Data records
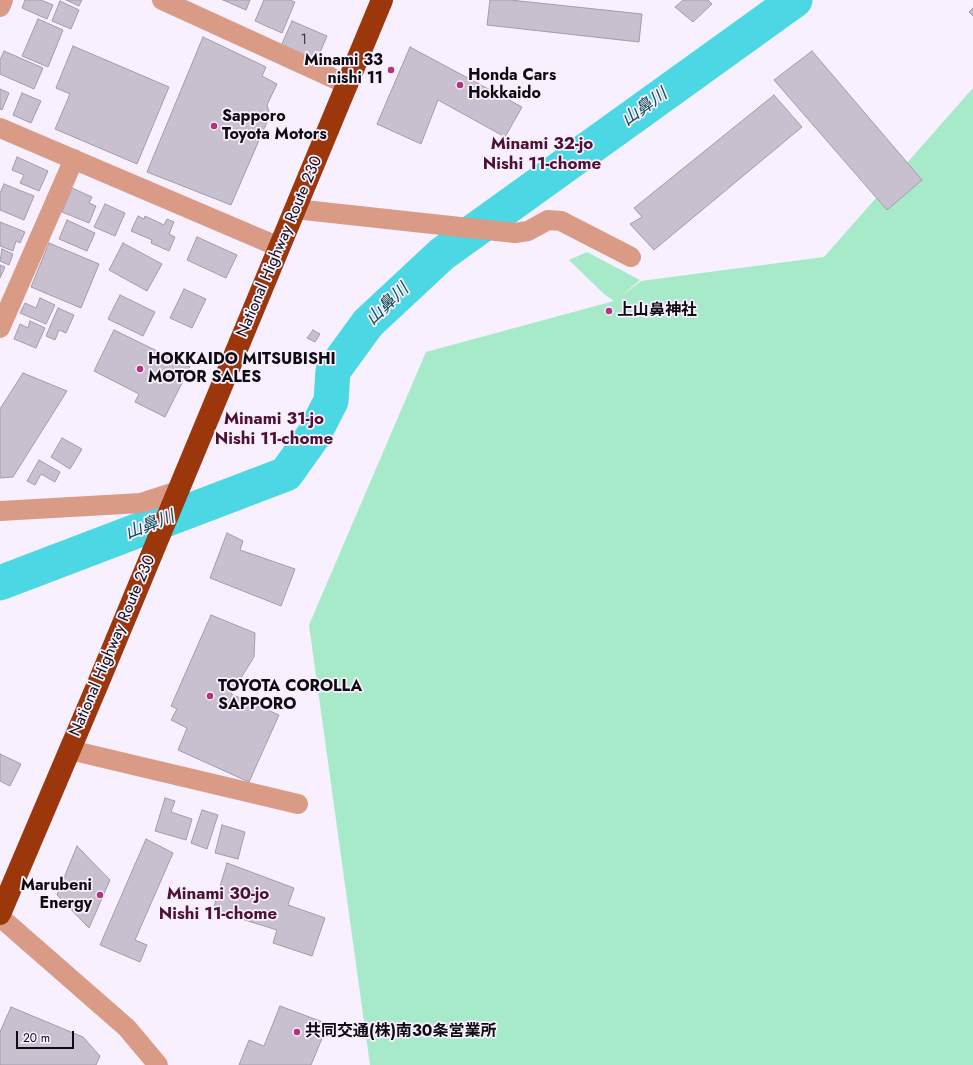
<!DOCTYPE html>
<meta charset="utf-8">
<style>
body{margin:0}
#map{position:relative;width:973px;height:1065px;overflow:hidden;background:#f8efff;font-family:Jost,sans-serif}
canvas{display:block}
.scale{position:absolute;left:16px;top:1031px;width:58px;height:18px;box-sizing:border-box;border:2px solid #0f0c11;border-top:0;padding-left:5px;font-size:12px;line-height:14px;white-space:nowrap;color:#0f0c11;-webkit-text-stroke:3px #f8efff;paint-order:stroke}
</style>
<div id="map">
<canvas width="973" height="1065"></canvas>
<div class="scale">20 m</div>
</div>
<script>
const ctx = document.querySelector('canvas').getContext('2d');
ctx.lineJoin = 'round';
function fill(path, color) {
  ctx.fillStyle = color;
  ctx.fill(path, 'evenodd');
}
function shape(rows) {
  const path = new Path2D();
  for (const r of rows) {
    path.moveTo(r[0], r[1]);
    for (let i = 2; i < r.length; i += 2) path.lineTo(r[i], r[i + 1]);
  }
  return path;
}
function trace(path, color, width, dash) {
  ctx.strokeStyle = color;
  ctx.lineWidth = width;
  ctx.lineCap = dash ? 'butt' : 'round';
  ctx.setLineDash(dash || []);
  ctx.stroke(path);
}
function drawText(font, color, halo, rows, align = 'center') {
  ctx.font = font + ' Jost,"Noto Sans JP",sans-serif';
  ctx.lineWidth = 3.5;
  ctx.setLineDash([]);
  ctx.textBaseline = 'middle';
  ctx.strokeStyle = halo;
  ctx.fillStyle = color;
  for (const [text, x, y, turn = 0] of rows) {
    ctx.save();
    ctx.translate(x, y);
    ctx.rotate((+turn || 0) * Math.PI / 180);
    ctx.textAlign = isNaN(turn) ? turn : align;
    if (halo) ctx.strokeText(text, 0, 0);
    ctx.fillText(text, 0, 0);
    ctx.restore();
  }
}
const green = shape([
 [973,88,973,1065,370,1065,309,625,426,352,614,301,604,294,569,260,587,252,640,280,620,297,641,281,824,257]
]);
const river = shape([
 [0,583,286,474,313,436,331,401,333,371,368,323,442,254,795,0]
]);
const building = shape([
 [25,0,41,0,53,5,47,19,22,8,25,0],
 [66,0,82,0,79,6,66,0],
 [223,0,250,0,246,10,223,0],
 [264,0,290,0,295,2,282,33,255,21,264,0],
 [490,0,510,0,642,14,639,42,487,25,490,0],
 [683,0,708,0,712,4,693,22,675,7,683,0],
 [60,1,79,10,71,29,52,21,60,1],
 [973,8,973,16,969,12,973,8],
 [38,19,63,30,48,67,22,56,38,19],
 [292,21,327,36,316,62,281,46,292,21],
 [203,37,266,67,262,76,277,84,267,105,270,115,231,205,147,172,203,37],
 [73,46,169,87,137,164,55,129,70,94,56,88,73,46],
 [410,47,522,107,505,137,438,100,421,144,377,124,410,47],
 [4,51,43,68,34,89,0,74,0,60,4,51],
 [812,51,922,180,887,210,774,80,812,51],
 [0,89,9,93,2,110,0,109,0,89],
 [22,93,41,101,31,123,13,115,22,93],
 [774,95,802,127,654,250,630,224,642,217,634,208,774,95],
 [17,157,48,171,39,191,20,183,24,175,12,170,17,157],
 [4,184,34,196,24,220,0,210,0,193,4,184],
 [72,188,92,197,89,203,96,206,89,223,62,212,72,188],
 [105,204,125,213,115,236,94,227,105,204],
 [138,216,144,219,145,216,164,225,167,219,174,222,169,234,175,237,169,251,151,243,152,240,131,231,138,216],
 [67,220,95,233,87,251,59,239,67,220],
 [0,222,25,232,20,243,16,241,13,251,0,246,0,222],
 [197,237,237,255,226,278,187,260,197,237],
 [49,243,99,264,81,308,31,287,49,243],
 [123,243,162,264,147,291,109,270,123,243],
 [2,249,13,254,9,265,0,261,2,249],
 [0,265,5,267,0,278,0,265],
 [184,289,206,299,192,328,170,318,184,289],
 [120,295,155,312,143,336,108,319,120,295],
 [40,298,55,305,46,324,20,313,25,303,36,308,40,298],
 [58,308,74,315,66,333,59,330,55,340,46,336,58,308],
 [30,321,45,328,36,348,14,339,20,324,28,328,30,321],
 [114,330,190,367,165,417,135,402,139,394,94,371,114,330],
 [313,330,320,334,315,342,307,338,313,330],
 [23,373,67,391,13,477,0,478,0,409,23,373],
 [62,438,82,449,70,469,51,457,62,438],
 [39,460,60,472,55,482,41,474,35,485,27,481,39,460],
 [227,533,243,541,240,550,295,569,281,606,210,578,227,533],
 [211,615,255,633,254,657,231,694,279,715,249,782,178,750,187,728,171,720,177,709,171,706,211,615],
 [0,754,21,764,10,786,0,781,0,754],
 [165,798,175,801,171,812,192,819,186,840,155,831,165,798],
 [202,810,218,815,207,849,191,843,202,810],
 [222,825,245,832,238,859,215,853,222,825],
 [146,839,173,853,135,940,147,945,140,962,100,945,146,839],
 [77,846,110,880,89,928,57,895,77,846],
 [227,863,294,888,288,905,325,918,312,956,273,943,277,930,213,910,227,863],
 [280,1006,328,1024,311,1065,239,1065,249,1040,264,1046,280,1006],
 [11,1007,83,1037,100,1056,96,1065,0,1065,0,1032,11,1007]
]);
const minor = shape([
 [162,0,348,85],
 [0,7,3,0],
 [0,128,279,247],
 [295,209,515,233,528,231,548,220,561,221,631,257],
 [0,328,74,159],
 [0,511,141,503,178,491],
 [70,750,298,804],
 [0,917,127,1028,158,1065]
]);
const highway = shape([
 [0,914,97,686,382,0]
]);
const markers = [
 [391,70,4,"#b4337d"],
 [460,85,4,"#b4337d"],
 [214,126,4,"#b4337d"],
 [609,311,4,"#b4337d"],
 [140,369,4,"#b4337d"],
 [210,696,4,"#b4337d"],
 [100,895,4,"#b4337d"],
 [297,1032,4,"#b4337d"]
];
const numberNames = [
 ["1",304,41]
];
const poiNames = [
 ["Minami 33",383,61,"right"],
 ["nishi 11",383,79,"right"],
 ["Honda Cars",468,76],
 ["Hokkaido",468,94],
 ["Sapporo",222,117],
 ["Toyota Motors",222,135],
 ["上山鼻神社",617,311],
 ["HOKKAIDO MITSUBISHI",148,360],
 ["MOTOR SALES",148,378],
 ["TOYOTA COROLLA",218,687],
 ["SAPPORO",218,705],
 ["Marubeni",92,886,"right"],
 ["Energy",92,904,"right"],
 ["共同交通(株)南30条営業所",305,1032]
];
const streetNames = [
 ["National Highway Route 230",280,247,-67],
 ["National Highway Route 230",113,646,-67]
];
const waterNames = [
 ["山鼻川",645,108,-36],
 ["山鼻川",388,305,-44],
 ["山鼻川",150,526,-21]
];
const neighbourhoodNames = [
 ["Minami 32-jo",542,145],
 ["Nishi 11-chome",542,165],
 ["Minami 31-jo",274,420],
 ["Nishi 11-chome",274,440],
 ["Minami 30-jo",218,895],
 ["Nishi 11-chome",218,915]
];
fill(green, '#a6eac9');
trace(river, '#4bd7e3', 35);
fill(building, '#c9c0cf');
trace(building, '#a49baa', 1);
trace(minor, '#d99b86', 20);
trace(highway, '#9c370c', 22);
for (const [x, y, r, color] of markers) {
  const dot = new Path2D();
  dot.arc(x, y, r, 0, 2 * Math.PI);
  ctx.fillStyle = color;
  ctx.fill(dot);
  trace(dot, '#f8efff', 1.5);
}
drawText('14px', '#3e3940', null, numberNames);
drawText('bold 16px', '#0f0c11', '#f8efff', poiNames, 'left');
drawText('16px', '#0f0c11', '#f8efff', streetNames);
drawText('italic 17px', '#0d4b50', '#f8efff', waterNames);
drawText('bold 17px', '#4e1034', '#f8efff', neighbourhoodNames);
</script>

**WORK ITEM:**
Could you transcribe exactly the lines from the start of the records through the line containing "ctx.strokeStyle = color;", both ends included, leaving the pictures out?

**ANSWER TO THE PROBLEM:**
<!DOCTYPE html>
<meta charset="utf-8">
<style>
body{margin:0}
#map{position:relative;width:973px;height:1065px;overflow:hidden;background:#f8efff;font-family:Jost,sans-serif}
canvas{display:block}
.scale{position:absolute;left:16px;top:1031px;width:58px;height:18px;box-sizing:border-box;border:2px solid #0f0c11;border-top:0;padding-left:5px;font-size:12px;line-height:14px;white-space:nowrap;color:#0f0c11;-webkit-text-stroke:3px #f8efff;paint-order:stroke}
</style>
<div id="map">
<canvas width="973" height="1065"></canvas>
<div class="scale">20 m</div>
</div>
<script>
const ctx = document.querySelector('canvas').getContext('2d');
ctx.lineJoin = 'round';
function fill(path, color) {
  ctx.fillStyle = color;
  ctx.fill(path, 'evenodd');
}
function shape(rows) {
  const path = new Path2D();
  for (const r of rows) {
    path.moveTo(r[0], r[1]);
    for (let i = 2; i < r.length; i += 2) path.lineTo(r[i], r[i + 1]);
  }
  return path;
}
function trace(path, color, width, dash) {
  ctx.strokeStyle = color;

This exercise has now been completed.